The Federal Bureau of Investigation and Homeland Security are trying to figure out how hackers were able to gain access to a water treatment plant in Illinois and Houston.
So far, investigators are not calling these "Terror Attacks," but they did say one of them has been traced back to Russia. They said all of this highlights vulnerabilities in U.S. systems.
This has us taking a closer look at our water systems here in the metro to see if something like that could happen here.
We learned Oklahoma City uses the same computer system as the one that was hacked in Springfield, Illinois. If a security breech happened here, it would impact three water treatment plants and more than one million customers.
A local computer hacker, who wants to conceal his identity, said our city's water plants are vulnerable.
He explained how someone overseas was able to damage utility equipment in Illinois.

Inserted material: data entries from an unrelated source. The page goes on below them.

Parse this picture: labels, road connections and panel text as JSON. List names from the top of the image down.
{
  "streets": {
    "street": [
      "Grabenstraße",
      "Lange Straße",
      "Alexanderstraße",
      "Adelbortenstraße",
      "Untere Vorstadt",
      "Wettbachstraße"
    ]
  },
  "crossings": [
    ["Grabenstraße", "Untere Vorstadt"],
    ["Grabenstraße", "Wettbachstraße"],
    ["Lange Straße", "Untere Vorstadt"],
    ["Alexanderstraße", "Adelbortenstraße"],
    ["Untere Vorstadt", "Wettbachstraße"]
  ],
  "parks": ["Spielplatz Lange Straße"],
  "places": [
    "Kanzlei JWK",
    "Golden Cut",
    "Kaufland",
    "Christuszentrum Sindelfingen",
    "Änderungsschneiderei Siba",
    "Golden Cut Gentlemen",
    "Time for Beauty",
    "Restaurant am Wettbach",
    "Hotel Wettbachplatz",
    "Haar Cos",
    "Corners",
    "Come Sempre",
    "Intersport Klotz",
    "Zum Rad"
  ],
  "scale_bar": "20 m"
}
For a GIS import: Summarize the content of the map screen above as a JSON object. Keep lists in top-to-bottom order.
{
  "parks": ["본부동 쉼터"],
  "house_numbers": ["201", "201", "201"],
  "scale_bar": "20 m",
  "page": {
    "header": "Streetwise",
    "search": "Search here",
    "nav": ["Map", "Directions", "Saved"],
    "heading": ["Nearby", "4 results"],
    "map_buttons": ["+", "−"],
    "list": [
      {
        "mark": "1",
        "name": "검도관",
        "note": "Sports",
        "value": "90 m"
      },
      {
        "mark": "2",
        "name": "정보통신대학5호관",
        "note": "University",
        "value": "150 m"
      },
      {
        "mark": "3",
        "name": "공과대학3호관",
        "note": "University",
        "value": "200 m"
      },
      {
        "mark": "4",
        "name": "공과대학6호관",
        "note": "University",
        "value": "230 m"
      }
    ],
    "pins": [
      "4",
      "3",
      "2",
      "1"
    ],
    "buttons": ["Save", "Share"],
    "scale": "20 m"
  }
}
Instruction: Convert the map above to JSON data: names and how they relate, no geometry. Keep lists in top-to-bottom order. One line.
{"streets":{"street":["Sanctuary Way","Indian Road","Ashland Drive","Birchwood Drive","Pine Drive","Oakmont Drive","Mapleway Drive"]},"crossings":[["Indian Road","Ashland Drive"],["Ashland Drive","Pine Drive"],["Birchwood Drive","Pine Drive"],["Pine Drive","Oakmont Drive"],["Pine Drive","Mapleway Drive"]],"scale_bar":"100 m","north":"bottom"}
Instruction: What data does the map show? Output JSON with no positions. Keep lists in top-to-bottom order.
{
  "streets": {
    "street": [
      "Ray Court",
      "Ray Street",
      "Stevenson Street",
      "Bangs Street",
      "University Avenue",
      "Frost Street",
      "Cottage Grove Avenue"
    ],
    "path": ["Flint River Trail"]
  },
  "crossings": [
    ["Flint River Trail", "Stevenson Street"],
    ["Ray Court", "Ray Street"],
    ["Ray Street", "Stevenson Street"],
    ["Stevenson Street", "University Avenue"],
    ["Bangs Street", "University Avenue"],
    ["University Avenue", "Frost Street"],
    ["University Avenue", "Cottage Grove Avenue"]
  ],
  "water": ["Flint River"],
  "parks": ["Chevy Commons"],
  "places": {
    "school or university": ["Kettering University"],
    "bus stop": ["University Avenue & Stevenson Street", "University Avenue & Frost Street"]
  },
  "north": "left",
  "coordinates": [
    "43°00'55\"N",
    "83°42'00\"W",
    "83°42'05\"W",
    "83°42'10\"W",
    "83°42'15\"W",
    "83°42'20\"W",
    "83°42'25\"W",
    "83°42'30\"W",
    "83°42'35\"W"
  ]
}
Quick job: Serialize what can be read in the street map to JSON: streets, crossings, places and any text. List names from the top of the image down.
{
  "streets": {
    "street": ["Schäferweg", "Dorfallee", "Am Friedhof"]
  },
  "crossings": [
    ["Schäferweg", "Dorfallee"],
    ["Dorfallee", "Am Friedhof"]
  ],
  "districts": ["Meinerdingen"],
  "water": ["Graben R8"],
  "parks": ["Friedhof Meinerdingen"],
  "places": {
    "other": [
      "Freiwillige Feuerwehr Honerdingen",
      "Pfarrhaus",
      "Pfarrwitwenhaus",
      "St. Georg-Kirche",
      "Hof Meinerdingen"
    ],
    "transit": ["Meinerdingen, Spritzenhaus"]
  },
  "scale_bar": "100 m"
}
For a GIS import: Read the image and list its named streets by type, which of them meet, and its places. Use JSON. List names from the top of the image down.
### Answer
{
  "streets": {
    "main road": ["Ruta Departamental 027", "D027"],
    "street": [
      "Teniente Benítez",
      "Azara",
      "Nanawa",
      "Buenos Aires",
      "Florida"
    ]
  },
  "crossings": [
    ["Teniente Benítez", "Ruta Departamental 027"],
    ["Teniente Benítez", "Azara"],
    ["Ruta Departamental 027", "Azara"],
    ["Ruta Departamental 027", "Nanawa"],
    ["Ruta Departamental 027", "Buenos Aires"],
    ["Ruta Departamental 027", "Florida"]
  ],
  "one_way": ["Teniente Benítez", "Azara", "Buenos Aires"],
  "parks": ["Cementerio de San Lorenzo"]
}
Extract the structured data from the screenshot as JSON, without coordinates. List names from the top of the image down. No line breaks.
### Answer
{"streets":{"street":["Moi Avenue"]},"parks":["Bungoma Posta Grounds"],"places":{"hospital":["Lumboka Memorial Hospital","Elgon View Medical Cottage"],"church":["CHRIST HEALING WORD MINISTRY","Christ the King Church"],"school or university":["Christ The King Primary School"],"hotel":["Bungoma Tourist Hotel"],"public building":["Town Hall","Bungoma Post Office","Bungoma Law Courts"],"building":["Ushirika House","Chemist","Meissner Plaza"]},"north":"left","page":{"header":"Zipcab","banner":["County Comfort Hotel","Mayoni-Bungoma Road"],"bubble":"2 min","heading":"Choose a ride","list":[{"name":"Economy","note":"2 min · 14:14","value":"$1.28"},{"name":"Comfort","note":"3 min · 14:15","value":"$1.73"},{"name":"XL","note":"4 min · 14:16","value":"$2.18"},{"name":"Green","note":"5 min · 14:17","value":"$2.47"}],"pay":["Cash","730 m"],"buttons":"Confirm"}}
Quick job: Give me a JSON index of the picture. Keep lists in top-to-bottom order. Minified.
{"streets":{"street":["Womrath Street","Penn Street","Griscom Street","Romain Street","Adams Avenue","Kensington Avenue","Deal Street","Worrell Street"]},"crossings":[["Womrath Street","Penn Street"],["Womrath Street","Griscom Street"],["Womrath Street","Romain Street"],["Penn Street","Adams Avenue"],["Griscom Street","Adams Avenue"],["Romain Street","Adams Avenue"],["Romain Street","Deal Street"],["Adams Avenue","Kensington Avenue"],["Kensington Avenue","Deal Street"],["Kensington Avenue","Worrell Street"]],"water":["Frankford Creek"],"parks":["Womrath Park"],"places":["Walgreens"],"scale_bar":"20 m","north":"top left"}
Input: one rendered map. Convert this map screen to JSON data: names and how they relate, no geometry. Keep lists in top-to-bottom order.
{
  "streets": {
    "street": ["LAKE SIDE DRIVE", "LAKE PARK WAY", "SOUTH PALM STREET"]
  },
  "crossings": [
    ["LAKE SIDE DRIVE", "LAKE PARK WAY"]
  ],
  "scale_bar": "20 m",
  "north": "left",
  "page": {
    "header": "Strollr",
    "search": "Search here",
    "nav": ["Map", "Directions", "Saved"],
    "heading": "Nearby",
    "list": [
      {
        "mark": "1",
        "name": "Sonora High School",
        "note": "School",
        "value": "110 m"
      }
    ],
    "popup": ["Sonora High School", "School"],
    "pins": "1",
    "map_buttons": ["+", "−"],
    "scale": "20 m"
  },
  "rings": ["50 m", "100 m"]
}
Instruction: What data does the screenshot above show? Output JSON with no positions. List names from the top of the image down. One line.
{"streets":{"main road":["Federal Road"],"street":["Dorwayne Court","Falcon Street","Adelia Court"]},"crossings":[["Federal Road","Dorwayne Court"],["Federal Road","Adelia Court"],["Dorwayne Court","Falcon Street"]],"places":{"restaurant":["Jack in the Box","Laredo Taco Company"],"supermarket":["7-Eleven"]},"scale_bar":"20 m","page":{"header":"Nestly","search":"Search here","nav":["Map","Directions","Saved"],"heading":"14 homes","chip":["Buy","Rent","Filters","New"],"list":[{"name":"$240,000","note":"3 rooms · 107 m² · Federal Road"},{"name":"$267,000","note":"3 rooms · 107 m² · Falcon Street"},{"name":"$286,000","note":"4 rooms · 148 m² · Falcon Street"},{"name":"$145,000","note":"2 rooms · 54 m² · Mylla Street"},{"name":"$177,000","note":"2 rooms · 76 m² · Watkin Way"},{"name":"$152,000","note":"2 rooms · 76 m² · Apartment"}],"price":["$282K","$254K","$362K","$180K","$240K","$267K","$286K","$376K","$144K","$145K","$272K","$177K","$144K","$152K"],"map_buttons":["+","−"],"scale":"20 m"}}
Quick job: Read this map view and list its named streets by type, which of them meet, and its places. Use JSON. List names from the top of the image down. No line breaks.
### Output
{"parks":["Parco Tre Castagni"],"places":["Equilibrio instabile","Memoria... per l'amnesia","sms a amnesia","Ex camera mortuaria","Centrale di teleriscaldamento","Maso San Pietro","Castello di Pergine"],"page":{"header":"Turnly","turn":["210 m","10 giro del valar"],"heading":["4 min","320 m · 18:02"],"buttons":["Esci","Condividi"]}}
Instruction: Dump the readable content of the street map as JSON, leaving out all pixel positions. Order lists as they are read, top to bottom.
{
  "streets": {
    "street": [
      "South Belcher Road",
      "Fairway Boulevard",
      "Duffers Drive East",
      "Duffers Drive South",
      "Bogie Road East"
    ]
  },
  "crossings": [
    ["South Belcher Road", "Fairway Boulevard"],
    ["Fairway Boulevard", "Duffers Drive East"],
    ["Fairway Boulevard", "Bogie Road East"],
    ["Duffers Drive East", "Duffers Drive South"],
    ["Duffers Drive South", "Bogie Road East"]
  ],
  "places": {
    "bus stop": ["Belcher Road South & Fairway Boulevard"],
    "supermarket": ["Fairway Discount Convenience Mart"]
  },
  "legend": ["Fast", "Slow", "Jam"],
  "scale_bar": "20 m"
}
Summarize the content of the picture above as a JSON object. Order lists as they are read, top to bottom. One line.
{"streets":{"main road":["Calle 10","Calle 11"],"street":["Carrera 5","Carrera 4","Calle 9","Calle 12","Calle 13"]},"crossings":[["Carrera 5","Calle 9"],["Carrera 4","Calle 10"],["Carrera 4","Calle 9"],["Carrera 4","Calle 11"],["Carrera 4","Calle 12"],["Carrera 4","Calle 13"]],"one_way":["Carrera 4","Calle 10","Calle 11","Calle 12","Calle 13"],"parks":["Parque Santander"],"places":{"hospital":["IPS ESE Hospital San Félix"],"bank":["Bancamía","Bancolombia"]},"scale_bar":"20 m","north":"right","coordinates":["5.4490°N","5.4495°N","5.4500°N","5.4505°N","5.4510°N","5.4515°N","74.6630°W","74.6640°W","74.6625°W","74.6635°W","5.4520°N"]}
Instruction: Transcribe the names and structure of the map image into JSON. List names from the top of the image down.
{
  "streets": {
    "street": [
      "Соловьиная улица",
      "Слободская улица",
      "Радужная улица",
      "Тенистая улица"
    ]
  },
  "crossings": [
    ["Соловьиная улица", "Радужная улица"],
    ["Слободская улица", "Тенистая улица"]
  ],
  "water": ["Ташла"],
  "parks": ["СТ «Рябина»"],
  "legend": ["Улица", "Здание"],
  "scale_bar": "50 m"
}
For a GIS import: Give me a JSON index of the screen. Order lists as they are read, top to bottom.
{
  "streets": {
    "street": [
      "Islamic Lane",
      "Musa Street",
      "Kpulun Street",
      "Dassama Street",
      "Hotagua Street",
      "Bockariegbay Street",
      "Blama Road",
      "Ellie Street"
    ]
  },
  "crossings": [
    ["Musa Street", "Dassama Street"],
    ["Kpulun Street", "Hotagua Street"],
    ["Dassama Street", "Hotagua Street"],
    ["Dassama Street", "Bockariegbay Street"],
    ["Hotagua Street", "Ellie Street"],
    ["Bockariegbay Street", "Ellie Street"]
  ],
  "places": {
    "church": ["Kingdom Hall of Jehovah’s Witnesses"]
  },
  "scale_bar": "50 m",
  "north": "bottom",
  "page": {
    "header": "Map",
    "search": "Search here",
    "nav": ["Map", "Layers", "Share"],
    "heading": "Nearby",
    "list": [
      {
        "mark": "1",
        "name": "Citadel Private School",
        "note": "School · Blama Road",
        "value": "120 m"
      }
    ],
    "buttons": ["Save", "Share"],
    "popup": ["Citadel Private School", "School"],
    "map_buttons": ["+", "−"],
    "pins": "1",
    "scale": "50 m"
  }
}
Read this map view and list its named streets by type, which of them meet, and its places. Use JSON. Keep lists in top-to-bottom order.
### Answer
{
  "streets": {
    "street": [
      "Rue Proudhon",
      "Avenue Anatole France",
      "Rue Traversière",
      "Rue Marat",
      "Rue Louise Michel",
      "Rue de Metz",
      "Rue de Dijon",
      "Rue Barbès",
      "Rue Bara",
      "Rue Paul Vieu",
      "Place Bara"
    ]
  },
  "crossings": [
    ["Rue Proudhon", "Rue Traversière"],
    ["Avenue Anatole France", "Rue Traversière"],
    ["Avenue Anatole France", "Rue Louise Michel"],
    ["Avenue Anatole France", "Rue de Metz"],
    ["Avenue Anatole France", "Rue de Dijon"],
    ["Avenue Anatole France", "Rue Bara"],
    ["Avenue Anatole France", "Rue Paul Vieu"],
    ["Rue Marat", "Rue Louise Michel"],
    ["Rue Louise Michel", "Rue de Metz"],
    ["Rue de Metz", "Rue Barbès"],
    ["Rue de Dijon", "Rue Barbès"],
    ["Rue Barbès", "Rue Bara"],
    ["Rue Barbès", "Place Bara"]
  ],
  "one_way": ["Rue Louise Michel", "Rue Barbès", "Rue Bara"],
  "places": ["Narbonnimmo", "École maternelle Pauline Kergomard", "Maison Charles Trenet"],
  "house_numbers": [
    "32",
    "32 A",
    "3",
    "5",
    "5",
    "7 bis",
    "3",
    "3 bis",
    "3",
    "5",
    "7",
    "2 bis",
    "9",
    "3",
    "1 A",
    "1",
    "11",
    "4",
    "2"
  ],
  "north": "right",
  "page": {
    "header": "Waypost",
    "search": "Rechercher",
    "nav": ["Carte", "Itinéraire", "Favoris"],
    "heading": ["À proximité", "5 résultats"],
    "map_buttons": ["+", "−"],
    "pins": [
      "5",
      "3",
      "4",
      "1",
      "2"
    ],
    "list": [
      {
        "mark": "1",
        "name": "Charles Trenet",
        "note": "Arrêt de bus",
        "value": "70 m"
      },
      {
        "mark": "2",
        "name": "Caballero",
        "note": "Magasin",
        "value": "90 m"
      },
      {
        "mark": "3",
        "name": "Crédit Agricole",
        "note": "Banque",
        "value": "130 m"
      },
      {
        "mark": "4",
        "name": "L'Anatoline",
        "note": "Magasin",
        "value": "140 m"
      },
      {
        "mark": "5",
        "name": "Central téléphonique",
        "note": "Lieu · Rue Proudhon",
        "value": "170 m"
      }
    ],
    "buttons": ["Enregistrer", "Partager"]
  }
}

"I believe they put out sniffers on the internet and was able to find the hole inside the system, was able to compromise it from the third party, and was able to get into other places," the hacker said.
He doesn't think the hacker intended to get inside a water plant or had malicious plans, but found an easy target.
As for Oklahoma City, it is aware of the problems in Illinois, but officials would not comment on security specifics.
In a statement, a city utility spokesperson said national water utility organizations keep us informed, so we can review our own situation based on what others experienced.
The city has strong links with Emergency Management Departments and the Office of Homeland Security. Springfield's experience is a good reminder about protecting electronic systems, and being alert and aware while on duty at the treatment plants.
"This may give the I.T. security personnel an opportunity to say, hey this happened, it could have been bigger. How can we budget, how can we grow. How can we plan in order to avoid this happening on a bigger scale," the hacker said.
A city spokesperson said the I.T. Department does work very closely with the water treatment plants and does regular updates to protect the computer system
The hacker that got into the water plant in South Houston said he did it just to show how easy it can be done.